Dr Brian Anderson of Victoria University’s Antarctic Research Centre, said the latest measurements for Fox Glacier and Franz Josef Glaciers showed they had now shrunk to record levels.
“Winter in 2015 had pretty average snow accumulation on the glaciers, but summer in 2016 was really warm, and by the end of the summer the glaciers had lost a lot of snow and ice.”
The amount of melt recorded put it on a par with the last time there was a dramatic loss of ice, during the 2010/11 summer, which was coloured by one of the strongest La Nina climate systems ever recorded.
Since that time, Fox Glacier had retreated 750m, while Franz Josef had crawled back 1.5km.
“At one point last year, it was actually looking like Franz Josef might have had a wee advance before the summer, but then the summer was so hot that that wave of ice just disappeared and there was no advance at all.”
It was difficult to tell what impact the warmer conditions that have characterised the past few months would have on the glaciers’ movement.
This was because the icy behemoths were more sensitive to bigger temperature shifts over summer, rather than winter.
“It will take a few years to respond to this and it’s quite hard to predict these short-term changes,” Anderson said.
“All I can really say is it’s likely to keep retreating because of the warm summer, but I can’t really say how much until we can check it again.”
The glaciers are measured twice a year: once at the end of winter, and again at the end of summer.
“It’s always the case that we don’t have a clear picture until the end of summer, as that’s when it’s done its thing for the year.”
The continuing decline of the glaciers follows a study published last year, finding that in just four decades, the alps’ ice volume had shrunk by 18.4cu km or 34 per cent, with the trend accelerating in the past 15 years.
The World Glacier Monitoring Service estimated extent of ice volume in the Southern Alps in the 1890s was 170cu km, compared with over 36.1cu km now, a change the study authors said was evidence of the local effects of global warming.
Based on regional warming projections of 1.5C to 2.5C, it has been projected by glaciologists Valentina Radic and Regine Hock that just 7 to 12cu km of ice would remain on the alps by the end of this century.
Meanwhile, the hot summer had pushed the Southern Alps’ snowline up to “exceptionally high” levels, said Dr Andrew Lorrey, a climate scientist at the National Institute of Water and Atmosphere (NIWA).
An aerial observation in March had shown a relatively high degree of loss of the previous winter’s snowfall.
Ahead of last summer, it was expected the then-predicted strong El Nino would have a big impact.

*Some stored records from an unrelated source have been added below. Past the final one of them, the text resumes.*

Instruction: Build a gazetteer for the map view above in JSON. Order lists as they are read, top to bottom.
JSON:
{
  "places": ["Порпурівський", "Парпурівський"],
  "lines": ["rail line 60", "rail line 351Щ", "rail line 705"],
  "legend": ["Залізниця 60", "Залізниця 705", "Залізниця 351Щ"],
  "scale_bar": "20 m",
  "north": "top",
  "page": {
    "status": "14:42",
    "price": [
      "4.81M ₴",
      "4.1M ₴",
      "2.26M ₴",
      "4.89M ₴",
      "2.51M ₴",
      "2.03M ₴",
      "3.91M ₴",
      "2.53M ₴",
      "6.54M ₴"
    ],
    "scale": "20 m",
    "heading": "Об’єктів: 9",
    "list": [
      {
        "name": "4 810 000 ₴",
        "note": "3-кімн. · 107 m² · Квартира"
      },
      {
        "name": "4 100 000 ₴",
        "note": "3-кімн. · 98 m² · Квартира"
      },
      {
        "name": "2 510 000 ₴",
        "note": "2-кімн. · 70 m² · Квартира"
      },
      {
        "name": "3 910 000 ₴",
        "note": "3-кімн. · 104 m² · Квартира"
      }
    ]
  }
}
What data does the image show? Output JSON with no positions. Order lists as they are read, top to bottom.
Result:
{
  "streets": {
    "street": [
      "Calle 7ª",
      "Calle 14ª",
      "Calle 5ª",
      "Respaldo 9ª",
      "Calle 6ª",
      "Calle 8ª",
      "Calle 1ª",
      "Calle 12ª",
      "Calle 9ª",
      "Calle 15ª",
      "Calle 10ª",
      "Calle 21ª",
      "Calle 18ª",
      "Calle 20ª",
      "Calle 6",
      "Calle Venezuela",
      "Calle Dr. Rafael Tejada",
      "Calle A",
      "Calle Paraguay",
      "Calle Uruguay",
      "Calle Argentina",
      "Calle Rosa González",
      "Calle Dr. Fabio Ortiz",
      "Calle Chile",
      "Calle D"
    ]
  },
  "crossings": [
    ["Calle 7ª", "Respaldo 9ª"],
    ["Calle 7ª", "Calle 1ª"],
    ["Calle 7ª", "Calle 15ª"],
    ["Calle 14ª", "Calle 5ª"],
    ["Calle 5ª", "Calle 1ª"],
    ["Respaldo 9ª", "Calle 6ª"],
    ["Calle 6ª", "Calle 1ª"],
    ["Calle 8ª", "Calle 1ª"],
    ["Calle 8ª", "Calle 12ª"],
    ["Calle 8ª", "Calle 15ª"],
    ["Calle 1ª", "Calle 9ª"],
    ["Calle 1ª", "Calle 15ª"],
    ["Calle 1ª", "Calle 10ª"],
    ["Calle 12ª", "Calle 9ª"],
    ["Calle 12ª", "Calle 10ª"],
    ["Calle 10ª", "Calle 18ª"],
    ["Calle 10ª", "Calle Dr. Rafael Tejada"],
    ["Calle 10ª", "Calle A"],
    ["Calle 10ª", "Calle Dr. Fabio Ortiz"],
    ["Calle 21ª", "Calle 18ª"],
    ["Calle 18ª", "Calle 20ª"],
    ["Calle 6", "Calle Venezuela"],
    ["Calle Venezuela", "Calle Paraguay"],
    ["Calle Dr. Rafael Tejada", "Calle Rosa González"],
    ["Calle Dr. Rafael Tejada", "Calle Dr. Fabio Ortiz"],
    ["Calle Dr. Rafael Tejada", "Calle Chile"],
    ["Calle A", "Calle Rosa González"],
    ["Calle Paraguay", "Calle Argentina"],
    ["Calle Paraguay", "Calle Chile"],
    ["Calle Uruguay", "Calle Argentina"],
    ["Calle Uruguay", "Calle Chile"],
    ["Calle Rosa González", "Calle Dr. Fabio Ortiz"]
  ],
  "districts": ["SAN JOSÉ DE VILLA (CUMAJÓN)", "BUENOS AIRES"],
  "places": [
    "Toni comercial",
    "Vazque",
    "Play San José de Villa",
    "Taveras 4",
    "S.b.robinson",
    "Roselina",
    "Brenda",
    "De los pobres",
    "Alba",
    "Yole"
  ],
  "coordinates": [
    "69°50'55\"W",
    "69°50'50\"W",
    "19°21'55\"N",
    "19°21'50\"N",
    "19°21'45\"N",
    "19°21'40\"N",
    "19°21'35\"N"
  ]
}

Instead, it proved to be unseasonably warm sea surface temperatures in the Tasman Sea, bringing warmer prevailing air flows over land, that delivered the blow. Considering the above average-temperatures so far this season, another hot summer would take even more snow out of the bank.
“If we don’t get the amount of snowfall that we usually get in winter to help things, and we follow that with more warm temperatures in summer, that’s not good,” Lorrey said.
“I can’t predict what next year’s survey is going to say, but we are going to be looking at that with keen interest, to see if snowlines have gone even higher.”
It was accepted that in the longer term, a warming planet would raise snowlines higher.
“If you have a general warming of ambient temperatures — and then you have a potential loaded-dice situation where we’ll get more frequent La Ninas because of multi-decadal variation — it means that in the decade we’re in, and maybe the next one, we’ll see more loss relative to previous years.”